One in four has adverse drug reaction
Published 4/16/2003 5:05 PM
BOSTON, April 16 (UPI) -- One in four patients walks out of a doctor's office with a drug prescription that could injure them, Harvard University researchers reported Wednesday.
Researchers, led by Dr. Tejal Gandhi, director of patient safety at Brigham and Women's Hospital and an instructor at Harvard Medical School, surveyed 661 patients from four Boston area primary care practices and found 162 of them suffered one or more medication-related injuries.
There were 182 adverse events in all, the researchers report in the April 17 issue of the New England Journal of Medicine, including 24 serious but non-fatal events. Gandhi estimates 27 out of every 100 patients experience an adverse drug event.
Most drug prescriptions are given to patients visiting doctors' offices, not to hospitalized patients, Gandhi explained, so outpatient drug-related medical errors are potentially a much bigger problem than in-hospital errors.
"Our data indicate that the rate of outpatient adverse drug events may be about four times as high as that reported in hospital studies," Gandhi told United Press International.
Moreover, although medication errors usually can be identified quickly in hospitals, where patients are monitored constantly, "it can take much longer to identify the problem in the community," she said.
The researchers classified the events according to their severity and preventability. In addition to the 24 serious events, 157 events were significant.
"About 10 percent of these events were preventable and another third were ameliorable", meaning the symptoms could have been reduced in duration or severity if the system worked properly, Gandhi said.
Of the 51 adverse drug events categorized as ameliorable, over 60 percent could be attributed to the physician's failure to respond to a patient's medication-related symptoms.
"More than a third of the time patients failed to inform the physician of symptoms, but in several cases the physician did not act when informed of the symptoms," she said, noting, "we don't enough data to determine why the physician didn't act. For example, it may be that the physician decided that the adverse effect was outweighed by the benefit of the drug."

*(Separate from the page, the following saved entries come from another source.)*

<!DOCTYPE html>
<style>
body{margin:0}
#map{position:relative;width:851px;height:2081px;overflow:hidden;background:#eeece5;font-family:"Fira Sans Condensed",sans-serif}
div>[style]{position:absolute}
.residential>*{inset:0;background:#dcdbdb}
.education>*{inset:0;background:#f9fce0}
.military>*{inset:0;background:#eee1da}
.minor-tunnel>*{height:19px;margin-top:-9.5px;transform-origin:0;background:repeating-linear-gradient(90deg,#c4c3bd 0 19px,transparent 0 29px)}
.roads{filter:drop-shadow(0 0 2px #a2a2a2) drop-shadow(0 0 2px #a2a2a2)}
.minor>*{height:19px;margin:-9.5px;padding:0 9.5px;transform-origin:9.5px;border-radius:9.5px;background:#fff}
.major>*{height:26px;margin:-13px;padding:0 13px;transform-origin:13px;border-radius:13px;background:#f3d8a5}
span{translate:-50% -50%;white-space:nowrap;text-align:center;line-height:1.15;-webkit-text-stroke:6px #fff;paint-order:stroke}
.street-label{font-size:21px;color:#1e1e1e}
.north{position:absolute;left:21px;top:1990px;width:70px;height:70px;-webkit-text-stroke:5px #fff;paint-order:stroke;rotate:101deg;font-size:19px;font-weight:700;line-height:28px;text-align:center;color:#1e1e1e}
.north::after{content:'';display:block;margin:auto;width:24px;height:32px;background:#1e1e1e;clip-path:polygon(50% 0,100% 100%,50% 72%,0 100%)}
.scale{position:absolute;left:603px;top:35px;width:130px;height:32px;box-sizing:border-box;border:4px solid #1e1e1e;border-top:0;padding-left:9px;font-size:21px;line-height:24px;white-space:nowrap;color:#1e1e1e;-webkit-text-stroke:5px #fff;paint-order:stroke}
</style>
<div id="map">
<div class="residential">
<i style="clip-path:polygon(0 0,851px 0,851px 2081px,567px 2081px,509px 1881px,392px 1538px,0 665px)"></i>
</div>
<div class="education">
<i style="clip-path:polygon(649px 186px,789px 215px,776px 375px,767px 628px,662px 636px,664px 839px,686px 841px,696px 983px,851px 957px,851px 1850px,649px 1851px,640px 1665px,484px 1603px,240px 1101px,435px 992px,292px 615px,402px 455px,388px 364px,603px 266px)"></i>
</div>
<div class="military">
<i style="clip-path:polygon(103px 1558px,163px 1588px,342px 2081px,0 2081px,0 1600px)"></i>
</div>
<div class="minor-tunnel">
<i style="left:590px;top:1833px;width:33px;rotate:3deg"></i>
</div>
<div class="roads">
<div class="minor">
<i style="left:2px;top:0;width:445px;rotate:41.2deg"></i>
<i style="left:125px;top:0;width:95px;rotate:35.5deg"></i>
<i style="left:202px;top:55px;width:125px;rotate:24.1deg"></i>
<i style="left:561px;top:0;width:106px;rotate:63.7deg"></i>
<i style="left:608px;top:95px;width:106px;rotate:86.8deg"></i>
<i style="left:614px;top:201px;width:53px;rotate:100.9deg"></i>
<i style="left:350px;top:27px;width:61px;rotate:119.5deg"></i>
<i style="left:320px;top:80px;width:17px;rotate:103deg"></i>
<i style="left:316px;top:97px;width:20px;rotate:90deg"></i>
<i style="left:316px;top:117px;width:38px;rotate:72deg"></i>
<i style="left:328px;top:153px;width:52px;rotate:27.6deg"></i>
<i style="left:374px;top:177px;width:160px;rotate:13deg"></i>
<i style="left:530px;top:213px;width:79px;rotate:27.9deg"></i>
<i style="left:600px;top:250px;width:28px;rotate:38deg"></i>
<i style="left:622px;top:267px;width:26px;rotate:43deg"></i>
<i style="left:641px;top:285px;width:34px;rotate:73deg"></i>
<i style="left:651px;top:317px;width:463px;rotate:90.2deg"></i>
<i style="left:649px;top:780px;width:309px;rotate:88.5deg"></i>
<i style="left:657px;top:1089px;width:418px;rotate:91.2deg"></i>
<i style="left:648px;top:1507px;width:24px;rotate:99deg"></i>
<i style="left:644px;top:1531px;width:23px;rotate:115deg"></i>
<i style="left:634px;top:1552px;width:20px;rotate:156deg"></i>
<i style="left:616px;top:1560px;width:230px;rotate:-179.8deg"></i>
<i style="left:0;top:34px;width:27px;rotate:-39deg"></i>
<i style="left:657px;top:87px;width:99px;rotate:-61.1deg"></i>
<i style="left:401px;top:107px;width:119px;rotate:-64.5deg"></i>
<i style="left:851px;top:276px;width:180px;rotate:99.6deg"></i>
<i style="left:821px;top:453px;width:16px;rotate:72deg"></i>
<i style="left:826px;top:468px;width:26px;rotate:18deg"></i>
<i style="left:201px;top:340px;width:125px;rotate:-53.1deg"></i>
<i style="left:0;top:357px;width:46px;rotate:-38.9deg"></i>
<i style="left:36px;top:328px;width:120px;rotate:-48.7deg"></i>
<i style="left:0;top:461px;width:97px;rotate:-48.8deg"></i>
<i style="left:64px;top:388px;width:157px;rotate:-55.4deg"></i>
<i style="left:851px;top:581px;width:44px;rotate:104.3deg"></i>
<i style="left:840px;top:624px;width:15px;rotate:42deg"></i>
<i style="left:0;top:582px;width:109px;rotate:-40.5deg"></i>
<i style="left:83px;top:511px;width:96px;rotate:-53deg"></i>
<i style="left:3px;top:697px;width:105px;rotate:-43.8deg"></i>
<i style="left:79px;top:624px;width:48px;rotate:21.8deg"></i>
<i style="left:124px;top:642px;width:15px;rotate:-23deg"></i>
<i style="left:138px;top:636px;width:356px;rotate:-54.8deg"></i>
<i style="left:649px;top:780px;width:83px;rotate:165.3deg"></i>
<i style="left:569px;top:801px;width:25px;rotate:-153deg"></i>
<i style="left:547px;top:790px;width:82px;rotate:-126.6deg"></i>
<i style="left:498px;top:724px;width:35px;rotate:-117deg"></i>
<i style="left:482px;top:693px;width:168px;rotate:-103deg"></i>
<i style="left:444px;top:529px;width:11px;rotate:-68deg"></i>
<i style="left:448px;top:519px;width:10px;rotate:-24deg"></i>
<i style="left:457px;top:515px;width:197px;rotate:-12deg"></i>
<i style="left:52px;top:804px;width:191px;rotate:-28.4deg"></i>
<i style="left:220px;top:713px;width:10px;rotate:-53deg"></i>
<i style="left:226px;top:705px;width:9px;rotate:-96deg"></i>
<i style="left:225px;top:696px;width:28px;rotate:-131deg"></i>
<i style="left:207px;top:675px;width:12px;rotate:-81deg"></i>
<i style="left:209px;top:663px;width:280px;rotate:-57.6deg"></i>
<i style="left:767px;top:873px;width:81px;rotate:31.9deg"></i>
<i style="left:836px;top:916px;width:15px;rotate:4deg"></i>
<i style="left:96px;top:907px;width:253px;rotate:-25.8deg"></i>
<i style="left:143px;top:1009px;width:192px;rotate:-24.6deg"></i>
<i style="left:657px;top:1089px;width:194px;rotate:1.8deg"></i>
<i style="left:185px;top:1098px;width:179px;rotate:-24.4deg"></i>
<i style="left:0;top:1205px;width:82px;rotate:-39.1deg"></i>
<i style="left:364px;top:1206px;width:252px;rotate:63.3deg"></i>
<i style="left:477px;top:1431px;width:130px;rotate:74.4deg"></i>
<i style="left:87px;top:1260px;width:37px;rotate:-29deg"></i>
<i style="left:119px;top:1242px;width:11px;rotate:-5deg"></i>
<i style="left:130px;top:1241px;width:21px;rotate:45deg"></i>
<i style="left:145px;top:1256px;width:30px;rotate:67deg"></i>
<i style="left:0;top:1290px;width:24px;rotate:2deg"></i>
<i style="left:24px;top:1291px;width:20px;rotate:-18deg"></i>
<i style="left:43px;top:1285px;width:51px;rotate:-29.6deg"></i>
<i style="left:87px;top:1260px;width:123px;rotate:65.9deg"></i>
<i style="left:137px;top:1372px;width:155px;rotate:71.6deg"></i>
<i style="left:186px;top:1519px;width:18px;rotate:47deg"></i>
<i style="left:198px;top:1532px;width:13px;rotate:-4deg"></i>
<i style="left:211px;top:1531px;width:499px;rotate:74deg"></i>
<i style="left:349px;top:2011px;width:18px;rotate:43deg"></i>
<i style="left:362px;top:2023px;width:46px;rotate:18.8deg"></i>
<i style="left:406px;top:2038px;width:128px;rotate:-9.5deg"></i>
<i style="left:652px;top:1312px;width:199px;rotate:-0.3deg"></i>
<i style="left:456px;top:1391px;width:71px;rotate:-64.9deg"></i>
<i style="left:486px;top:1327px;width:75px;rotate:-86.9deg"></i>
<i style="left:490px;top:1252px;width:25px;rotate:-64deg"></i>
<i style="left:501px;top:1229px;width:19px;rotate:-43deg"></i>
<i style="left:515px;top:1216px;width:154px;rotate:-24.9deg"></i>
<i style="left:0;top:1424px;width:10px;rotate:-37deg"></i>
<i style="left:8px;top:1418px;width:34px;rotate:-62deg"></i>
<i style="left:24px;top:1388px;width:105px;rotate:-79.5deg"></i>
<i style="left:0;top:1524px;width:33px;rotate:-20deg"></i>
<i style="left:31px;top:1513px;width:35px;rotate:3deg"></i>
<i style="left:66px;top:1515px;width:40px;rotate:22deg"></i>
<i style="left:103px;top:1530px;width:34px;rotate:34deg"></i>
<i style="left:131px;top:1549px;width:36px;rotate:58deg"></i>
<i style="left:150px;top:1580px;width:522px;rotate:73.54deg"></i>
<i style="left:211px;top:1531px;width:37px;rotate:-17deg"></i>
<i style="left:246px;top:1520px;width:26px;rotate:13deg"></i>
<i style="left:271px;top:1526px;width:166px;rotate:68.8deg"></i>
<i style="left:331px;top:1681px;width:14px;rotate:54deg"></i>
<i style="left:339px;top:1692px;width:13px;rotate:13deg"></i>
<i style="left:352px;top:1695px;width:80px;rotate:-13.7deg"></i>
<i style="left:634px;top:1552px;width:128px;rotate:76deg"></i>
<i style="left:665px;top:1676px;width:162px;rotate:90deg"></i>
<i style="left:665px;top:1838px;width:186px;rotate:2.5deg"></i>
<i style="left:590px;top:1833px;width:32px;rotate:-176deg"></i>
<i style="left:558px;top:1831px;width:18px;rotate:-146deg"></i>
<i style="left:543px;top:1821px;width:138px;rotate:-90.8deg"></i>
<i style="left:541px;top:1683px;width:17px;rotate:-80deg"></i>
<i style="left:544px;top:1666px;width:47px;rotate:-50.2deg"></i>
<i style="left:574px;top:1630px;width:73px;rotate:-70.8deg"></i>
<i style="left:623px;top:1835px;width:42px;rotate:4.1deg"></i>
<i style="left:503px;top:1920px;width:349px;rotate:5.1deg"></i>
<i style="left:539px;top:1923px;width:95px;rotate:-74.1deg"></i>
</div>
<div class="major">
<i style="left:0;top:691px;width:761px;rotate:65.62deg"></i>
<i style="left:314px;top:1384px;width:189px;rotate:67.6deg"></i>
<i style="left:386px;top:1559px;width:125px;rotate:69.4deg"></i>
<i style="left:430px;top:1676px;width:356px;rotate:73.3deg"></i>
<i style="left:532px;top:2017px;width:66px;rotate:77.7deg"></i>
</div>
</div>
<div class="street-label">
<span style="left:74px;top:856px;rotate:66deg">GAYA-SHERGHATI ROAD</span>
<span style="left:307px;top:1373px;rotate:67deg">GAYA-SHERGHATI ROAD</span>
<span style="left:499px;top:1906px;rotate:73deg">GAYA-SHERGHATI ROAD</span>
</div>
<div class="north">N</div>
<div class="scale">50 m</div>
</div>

Some events were caused by poor drug selection. For example, an allergic rash that resulted when a patient was prescribed an antibiotic, despite a documented allergy.

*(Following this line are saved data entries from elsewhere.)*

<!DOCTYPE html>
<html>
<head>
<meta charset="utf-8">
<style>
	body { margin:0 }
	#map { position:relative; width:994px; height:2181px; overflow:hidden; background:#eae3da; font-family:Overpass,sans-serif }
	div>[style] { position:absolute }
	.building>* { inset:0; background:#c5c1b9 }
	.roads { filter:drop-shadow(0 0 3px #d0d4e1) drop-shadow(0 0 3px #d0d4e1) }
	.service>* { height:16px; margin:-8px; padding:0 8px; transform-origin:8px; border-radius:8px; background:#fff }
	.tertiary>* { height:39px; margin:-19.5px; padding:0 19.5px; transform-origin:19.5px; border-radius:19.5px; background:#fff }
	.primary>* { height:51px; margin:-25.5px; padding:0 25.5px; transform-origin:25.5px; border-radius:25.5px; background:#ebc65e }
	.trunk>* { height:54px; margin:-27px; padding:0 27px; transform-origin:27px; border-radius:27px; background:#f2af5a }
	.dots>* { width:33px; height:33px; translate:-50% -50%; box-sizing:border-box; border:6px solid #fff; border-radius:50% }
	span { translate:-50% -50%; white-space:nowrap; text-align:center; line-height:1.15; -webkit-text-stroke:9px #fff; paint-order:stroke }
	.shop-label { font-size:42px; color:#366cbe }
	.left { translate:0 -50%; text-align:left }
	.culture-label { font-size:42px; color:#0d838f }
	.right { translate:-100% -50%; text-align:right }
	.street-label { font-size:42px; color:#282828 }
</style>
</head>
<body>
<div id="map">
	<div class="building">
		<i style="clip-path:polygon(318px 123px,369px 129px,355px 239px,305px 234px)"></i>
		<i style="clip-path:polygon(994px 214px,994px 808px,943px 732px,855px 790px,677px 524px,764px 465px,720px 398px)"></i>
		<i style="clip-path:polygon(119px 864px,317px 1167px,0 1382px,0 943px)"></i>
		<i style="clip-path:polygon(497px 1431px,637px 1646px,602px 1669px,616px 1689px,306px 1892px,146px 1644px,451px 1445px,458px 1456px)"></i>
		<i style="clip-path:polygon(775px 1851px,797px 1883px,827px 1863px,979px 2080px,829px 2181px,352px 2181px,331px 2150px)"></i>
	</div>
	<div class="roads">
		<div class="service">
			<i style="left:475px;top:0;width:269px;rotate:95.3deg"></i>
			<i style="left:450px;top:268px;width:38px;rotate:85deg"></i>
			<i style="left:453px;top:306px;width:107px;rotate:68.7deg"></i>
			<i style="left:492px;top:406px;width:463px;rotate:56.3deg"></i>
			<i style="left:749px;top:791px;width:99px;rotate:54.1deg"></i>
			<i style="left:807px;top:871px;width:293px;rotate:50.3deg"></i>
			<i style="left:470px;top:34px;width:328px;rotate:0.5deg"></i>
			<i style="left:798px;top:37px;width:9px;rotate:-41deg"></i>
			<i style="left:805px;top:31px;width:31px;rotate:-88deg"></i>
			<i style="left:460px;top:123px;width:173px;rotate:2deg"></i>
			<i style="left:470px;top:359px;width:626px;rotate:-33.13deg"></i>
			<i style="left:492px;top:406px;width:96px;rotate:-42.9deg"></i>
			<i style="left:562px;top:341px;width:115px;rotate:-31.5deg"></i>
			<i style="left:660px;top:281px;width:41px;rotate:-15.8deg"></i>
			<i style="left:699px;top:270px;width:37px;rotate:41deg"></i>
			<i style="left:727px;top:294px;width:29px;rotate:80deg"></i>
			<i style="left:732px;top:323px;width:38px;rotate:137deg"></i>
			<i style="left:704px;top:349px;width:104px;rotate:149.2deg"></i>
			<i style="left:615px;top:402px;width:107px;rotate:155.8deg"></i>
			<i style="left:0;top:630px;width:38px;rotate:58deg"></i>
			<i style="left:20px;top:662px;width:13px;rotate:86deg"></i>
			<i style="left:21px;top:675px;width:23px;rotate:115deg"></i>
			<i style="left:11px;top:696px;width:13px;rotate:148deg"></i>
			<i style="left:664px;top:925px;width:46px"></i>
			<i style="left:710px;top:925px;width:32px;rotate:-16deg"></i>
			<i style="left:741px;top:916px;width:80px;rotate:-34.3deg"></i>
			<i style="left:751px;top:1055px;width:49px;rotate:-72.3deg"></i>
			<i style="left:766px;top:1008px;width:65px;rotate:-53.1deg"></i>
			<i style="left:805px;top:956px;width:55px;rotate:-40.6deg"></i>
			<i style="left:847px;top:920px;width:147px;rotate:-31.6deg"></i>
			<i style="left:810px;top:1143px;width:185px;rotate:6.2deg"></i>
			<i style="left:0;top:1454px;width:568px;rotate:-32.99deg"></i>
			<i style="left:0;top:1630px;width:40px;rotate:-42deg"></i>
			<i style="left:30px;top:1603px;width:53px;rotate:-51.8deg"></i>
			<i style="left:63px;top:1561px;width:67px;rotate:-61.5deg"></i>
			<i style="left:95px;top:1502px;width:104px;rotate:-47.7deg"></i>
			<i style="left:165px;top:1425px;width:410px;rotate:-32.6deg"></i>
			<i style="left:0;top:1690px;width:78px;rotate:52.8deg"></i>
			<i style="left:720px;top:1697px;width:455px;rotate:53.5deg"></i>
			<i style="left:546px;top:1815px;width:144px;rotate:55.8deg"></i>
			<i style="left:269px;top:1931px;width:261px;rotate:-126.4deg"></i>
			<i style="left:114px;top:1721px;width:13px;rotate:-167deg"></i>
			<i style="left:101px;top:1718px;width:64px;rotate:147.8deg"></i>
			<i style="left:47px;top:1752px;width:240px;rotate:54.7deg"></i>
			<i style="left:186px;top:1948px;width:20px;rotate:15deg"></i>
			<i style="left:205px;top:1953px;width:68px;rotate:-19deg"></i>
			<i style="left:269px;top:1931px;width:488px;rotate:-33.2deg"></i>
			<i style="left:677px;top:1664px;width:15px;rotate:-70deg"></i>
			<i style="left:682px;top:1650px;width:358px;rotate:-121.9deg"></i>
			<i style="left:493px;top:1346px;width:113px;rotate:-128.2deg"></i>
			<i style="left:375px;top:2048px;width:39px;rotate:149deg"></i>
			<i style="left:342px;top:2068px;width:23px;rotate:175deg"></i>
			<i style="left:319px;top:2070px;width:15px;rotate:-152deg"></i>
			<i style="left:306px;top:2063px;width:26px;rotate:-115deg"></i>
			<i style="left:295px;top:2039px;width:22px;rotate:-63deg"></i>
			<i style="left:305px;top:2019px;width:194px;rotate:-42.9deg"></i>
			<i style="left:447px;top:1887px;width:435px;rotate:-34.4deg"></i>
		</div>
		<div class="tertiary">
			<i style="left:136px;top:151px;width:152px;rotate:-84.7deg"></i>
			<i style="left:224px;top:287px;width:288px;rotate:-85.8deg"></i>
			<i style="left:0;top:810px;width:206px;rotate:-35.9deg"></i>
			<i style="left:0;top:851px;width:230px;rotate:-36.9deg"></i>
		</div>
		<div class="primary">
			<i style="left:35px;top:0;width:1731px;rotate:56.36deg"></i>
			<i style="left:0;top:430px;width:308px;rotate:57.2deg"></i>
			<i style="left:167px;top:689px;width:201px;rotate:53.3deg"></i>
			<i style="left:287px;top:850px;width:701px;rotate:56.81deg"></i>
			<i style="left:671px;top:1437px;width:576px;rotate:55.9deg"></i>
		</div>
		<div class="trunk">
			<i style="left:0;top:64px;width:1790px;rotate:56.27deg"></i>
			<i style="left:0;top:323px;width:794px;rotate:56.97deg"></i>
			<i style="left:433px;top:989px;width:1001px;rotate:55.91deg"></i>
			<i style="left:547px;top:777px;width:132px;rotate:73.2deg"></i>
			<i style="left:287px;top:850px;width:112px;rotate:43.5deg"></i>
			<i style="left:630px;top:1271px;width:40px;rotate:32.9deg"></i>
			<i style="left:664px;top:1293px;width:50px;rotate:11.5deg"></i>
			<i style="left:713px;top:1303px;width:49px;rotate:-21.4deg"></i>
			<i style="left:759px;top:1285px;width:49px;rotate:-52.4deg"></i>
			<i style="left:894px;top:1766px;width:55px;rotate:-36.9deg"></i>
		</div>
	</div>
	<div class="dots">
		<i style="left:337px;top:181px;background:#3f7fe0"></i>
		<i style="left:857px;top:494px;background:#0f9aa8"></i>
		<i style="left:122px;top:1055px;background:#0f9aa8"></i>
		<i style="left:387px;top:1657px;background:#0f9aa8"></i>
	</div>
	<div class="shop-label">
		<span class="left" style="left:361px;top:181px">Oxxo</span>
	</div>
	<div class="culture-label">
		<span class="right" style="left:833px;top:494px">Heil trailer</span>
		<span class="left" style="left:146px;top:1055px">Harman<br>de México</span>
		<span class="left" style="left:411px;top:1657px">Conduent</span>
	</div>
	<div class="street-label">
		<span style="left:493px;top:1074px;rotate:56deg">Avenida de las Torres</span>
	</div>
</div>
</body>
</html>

"Our data resulted in some clear strategies that can be employed to help reduce the rate of outpatient adverse drug events," said Gandhi. "These would include better education about commonly prescribed medications, increased monitoring for side effects, and using computerized checks for drug dosages and allergies."
Dr. Carol Ley, chair of the National Patient Safety Foundation and medical director for 3-M in St. Paul, Minn., said the Harvard study confirms something her group had suspected: medical errors are more prevalent in the out-patient setting. While calling for more studies to confirm the Harvard report, Ley said there are three ways to cut down on these errors.
"First, every patient should have a primary care physician and that one physician should be a repository for all medical information?including all prescription information," Ley told UPI. "That is the first line of defense."
The next step is the pharmacist, especially pharmacists who use computerized prescription tracking systems that automatically flag prescriptions that may cause drug-drug interactions or that may be contraindicated because of allergies, she said.
In the final analysis, however, Ley said patients are their own best defenders.
"Twice a year every patient should brown-bag it to the doctor's office. By that I mean pile all their pills in a brown bag, take them to the doctor and go over every one to make sure that the prescription is necessary and is being taken in the proper way," she advised.